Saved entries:
_ _ _ _ _
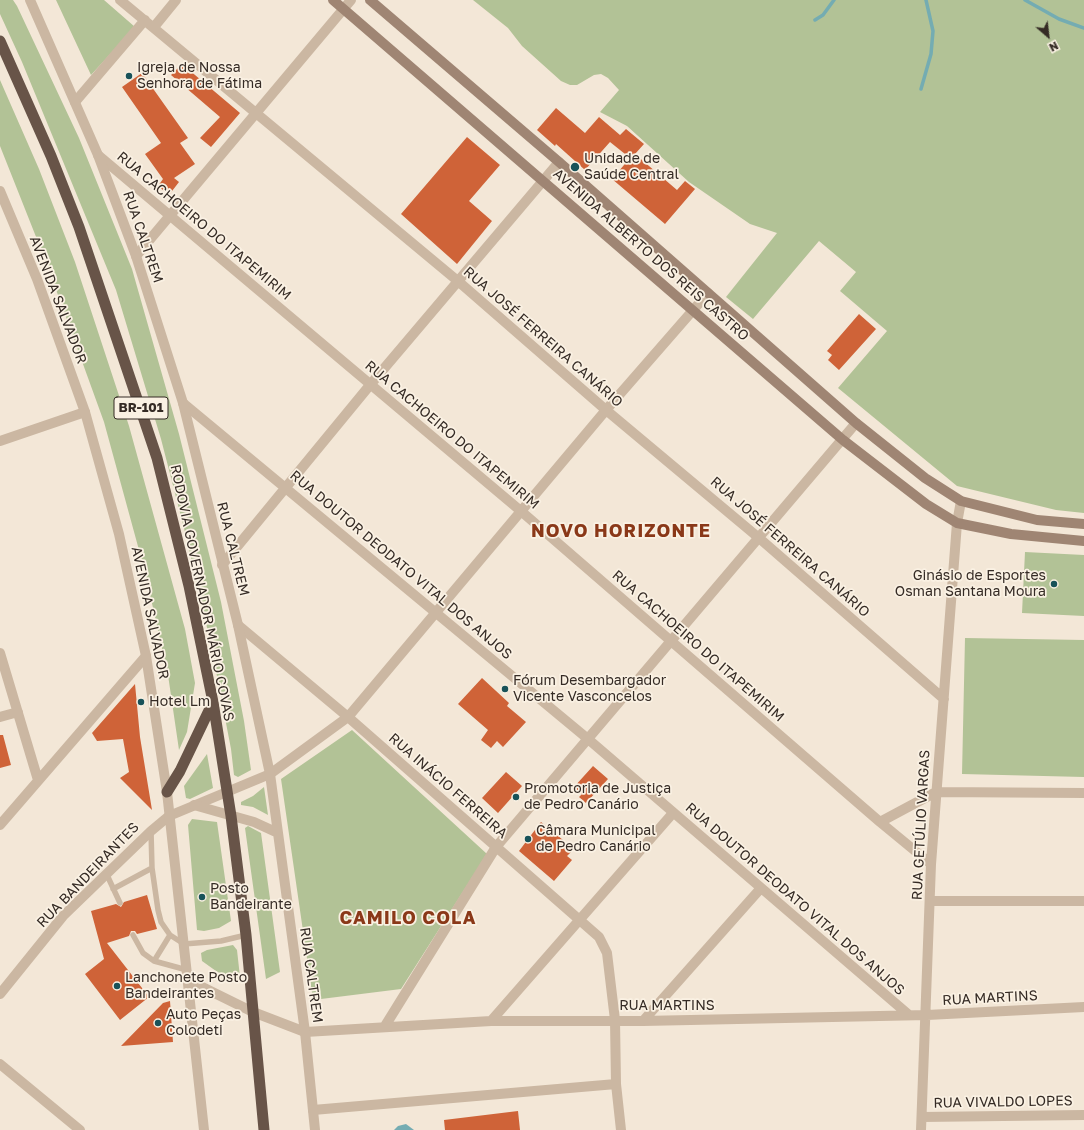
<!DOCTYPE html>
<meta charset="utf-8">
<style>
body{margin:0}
#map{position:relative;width:1084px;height:1130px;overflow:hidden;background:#f3e7d7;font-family:"Golos Text",sans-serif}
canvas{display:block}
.north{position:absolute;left:1028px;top:16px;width:40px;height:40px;-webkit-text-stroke:3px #faf1e3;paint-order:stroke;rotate:152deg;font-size:11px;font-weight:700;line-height:16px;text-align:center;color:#352b25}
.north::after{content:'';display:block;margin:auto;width:14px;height:18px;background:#352b25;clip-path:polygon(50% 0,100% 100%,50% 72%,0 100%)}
</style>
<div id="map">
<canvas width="1084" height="1130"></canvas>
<div class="north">N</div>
</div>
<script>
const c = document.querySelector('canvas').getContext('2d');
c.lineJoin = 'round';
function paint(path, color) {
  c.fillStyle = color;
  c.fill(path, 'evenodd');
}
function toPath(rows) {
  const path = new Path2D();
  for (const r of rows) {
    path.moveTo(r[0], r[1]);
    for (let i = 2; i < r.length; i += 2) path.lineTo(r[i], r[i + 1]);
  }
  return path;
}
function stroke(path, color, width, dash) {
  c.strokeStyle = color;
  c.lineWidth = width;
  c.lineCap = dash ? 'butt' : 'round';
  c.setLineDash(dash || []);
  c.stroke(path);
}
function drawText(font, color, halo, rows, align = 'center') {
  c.font = font + ' "Golos Text",sans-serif';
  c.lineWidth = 3.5;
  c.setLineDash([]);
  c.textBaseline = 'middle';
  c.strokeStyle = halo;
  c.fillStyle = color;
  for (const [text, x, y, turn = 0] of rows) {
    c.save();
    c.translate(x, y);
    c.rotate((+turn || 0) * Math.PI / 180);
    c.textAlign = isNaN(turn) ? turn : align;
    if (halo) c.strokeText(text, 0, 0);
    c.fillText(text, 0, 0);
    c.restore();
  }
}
const green = toPath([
 [0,0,13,0,17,6,79,138,132,269,179,434,221,602,244,721,251,770,238,777,234,775,231,749,211,645,186,536,161,439,116,290,22,62,0,14],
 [56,0,104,0,135,27,91,75],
 [473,0,1084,0,1084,513,1056,510,957,486,838,388,887,331,840,291,856,272,819,241,753,319,726,297,777,233,750,224,689,182,627,126,600,112,619,90,608,78,601,74,594,75,577,85,570,85,561,81,522,46,508,28],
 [0,80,39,169,75,262,129,426,185,629,195,683,187,732,179,750,168,675,145,572,104,422,46,262,0,146],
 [1025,552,1084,555,1084,616,1022,613],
 [965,638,1084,640,1084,777,962,774],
 [352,730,487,854,401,989,313,1000,281,779],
 [207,754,213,788,190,799,186,798,184,786],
 [264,787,268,815,253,807,241,805,241,802,253,796],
 [192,819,217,822,231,921,219,928,204,931,197,930,188,825],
 [248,826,261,833,280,972,266,979,245,828],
 [233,945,237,950,240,977,238,979,229,978,216,971,202,961,201,953,207,950]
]);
const water = toPath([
 [406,1124,414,1130,394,1130,398,1126]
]);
const stream = toPath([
 [1025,0,1059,19,1084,28],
 [815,20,823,15,834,0],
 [921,89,931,54,933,31,926,0]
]);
const building = toPath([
 [182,64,240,113,211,147,200,138,220,117,171,75],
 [142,73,188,138,180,143,195,164,174,178,179,182,169,195,158,186,163,179,145,154,161,143,122,87],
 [556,108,585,133,599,117,620,135,626,129,644,144,635,154,677,190,685,181,695,189,665,224,612,179,630,158,610,142,585,170,556,144,555,146,537,130],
 [467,137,500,165,469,201,492,221,457,264,401,214],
 [859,314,876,329,839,370,828,360,832,355,827,351],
 [482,678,509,703,507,706,526,722,503,747,497,741,491,748,481,740,488,730,458,704],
 [135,684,140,737,152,810,120,778,129,772,123,739,97,741,92,733],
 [0,735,3,735,11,765,0,768],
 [593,766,608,779,586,803,579,797,582,794,574,787],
 [506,772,522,786,498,813,482,798],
 [541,822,574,849,567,856,572,860,554,881,519,851],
 [147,895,157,929,137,934,135,931,131,931,129,936,107,943,149,997,120,1020,85,974,104,959,91,911,116,904,121,907,124,902],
 [170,1001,173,1042,121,1046,163,1003],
 [518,1111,520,1130,445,1130,444,1120]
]);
const service = toPath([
 [151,831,152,868,158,910,161,922,170,935,184,944,221,941,246,935],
 [107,875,120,903],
 [113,889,152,868],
 [133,935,143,953,154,961,187,970],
 [154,961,170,935]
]);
const minor = toPath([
 [120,0,459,282,606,410,759,538,944,699],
 [154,27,176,0],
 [75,102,145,20],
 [98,155,522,512,880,822,931,864],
 [136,256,351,0],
 [183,403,588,739,909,1015],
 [0,441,85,412],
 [222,565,370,385,559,162],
 [238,625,348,717,599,937,607,953,615,1020,616,1084,621,1130],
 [0,653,38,780],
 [0,717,18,712],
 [880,822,936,792,1084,793],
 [0,825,146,656],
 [931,901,1084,901],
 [188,980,253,1012,305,1032,491,1021,643,1021,927,1015,1084,1007],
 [0,994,63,916,151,831,169,816,270,774,348,717,606,410,708,293],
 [491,1021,673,813],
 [643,1021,761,888],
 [385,1026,496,847,856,423],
 [0,1064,80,1130],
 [313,1110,616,1084],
 [922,1117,1084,1115],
 [921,1130,931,864,957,523,961,501]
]);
const tertiary = toPath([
 [30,0,98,155,136,256,183,403,238,625,270,774,305,1032,315,1130],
 [0,191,37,279,85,412,119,534,146,656,167,792,204,1130],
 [194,805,254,822,278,833]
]);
const secondary = toPath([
 [333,0,843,440,926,504,957,523,1011,534,1084,541],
 [370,0,559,162,856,423,925,478,961,501,1037,520,1084,524]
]);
const trunk = toPath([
 [0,41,51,156,79,227,157,458,189,586,213,702,231,816,246,935,264,1130],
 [167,792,180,771,213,702]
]);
const markers = [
 [129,76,4,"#185259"],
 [575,167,5,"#185259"],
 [1054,584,4,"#185259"],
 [505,689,4,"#185259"],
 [141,702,4,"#185259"],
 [516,797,4,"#185259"],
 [528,839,4,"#185259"],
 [202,897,4,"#185259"],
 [117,986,4,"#185259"],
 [158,1023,4,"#185259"]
];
const shields = [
 [141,408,54]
];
const shieldNames = [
 ["BR-101",141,408]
];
const poiNames = [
 ["Igreja de Nossa",137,68],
 ["Senhora de Fátima",137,84],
 ["Unidade de",584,159],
 ["Saúde Central",584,175],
 ["Ginásio de Esportes",1046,576,"right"],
 ["Osman Santana Moura",1046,592,"right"],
 ["Fórum Desembargador",513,681],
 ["Vicente Vasconcelos",513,697],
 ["Hotel Lm",149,702],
 ["Promotoria de Justiça",524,789],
 ["de Pedro Canário",524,805],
 ["Câmara Municipal",536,831],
 ["de Pedro Canário",536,847],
 ["Posto",210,889],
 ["Bandeirante",210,905],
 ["Lanchonete Posto",125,978],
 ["Bandeirantes",125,994],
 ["Auto Peças",166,1015],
 ["Colodeti",166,1031]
];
const streetNames = [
 ["RUA CACHOEIRO DO ITAPEMIRIM",204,226,40],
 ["RUA CALTREM",143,237,71],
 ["AVENIDA ALBERTO DOS REIS CASTRO",651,255,41],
 ["AVENIDA SALVADOR",58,300,69],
 ["RUA JOSÉ FERREIRA CANÁRIO",543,337,41],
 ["RUA CACHOEIRO DO ITAPEMIRIM",452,435,40],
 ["RUA JOSÉ FERREIRA CANÁRIO",790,547,41],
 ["RUA CALTREM",233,549,76],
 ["RUA DOUTOR DEODATO VITAL DOS ANJOS",401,565,40],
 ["RODOVIA GOVERNADOR MÁRIO COVAS",202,593,78],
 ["AVENIDA SALVADOR",150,613,78],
 ["RUA CACHOEIRO DO ITAPEMIRIM",698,646,41],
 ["RUA INÁCIO FERREIRA",448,786,41],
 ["RUA GETÚLIO VARGAS",921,825,-87],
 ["RUA BANDEIRANTES",88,875,-46],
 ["RUA DOUTOR DEODATO VITAL DOS ANJOS",795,899,41],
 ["RUA CALTREM",311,975,82],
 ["RUA MARTINS",990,998,-3],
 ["RUA MARTINS",667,1006],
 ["RUA VIVALDO LOPES",1003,1102,-1]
];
const districtNames = [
 ["NOVO HORIZONTE",621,531],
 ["CAMILO COLA",408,918]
];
paint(green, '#b2c296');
paint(water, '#74acb2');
stroke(stream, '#74acb2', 3.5);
paint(building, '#cf6338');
stroke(service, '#cbb7a2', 5.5);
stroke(minor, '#cbb7a2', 10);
stroke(tertiary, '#cbb7a2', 10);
stroke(secondary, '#9f8573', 10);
stroke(trunk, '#685448', 11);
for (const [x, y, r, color] of markers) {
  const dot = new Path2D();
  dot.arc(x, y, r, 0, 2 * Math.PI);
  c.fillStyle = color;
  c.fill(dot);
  stroke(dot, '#faf1e3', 1.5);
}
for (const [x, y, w] of shields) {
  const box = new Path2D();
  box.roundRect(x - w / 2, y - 11, w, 22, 3);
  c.fillStyle = '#faf1e3';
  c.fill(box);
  stroke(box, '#352b25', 1);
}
drawText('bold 13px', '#352b25', null, shieldNames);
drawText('14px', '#352b25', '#faf1e3', poiNames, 'left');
drawText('14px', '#352b25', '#faf1e3', streetNames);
c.letterSpacing = '1px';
drawText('bold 18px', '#8a3818', '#faf1e3', districtNames);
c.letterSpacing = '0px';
</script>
_ _ _ _ _
WHAT TO PRODUCE:
Nothing but the lines from the one containing "for (const [x, y, r, color]" through the last line of the data above should be given again, each exactly as it stands.

WRITTEN RESPONSE:
for (const [x, y, r, color] of markers) {
  const dot = new Path2D();
  dot.arc(x, y, r, 0, 2 * Math.PI);
  c.fillStyle = color;
  c.fill(dot);
  stroke(dot, '#faf1e3', 1.5);
}
for (const [x, y, w] of shields) {
  const box = new Path2D();
  box.roundRect(x - w / 2, y - 11, w, 22, 3);
  c.fillStyle = '#faf1e3';
  c.fill(box);
  stroke(box, '#352b25', 1);
}
drawText('bold 13px', '#352b25', null, shieldNames);
drawText('14px', '#352b25', '#faf1e3', poiNames, 'left');
drawText('14px', '#352b25', '#faf1e3', streetNames);
c.letterSpacing = '1px';
drawText('bold 18px', '#8a3818', '#faf1e3', districtNames);
c.letterSpacing = '0px';
</script>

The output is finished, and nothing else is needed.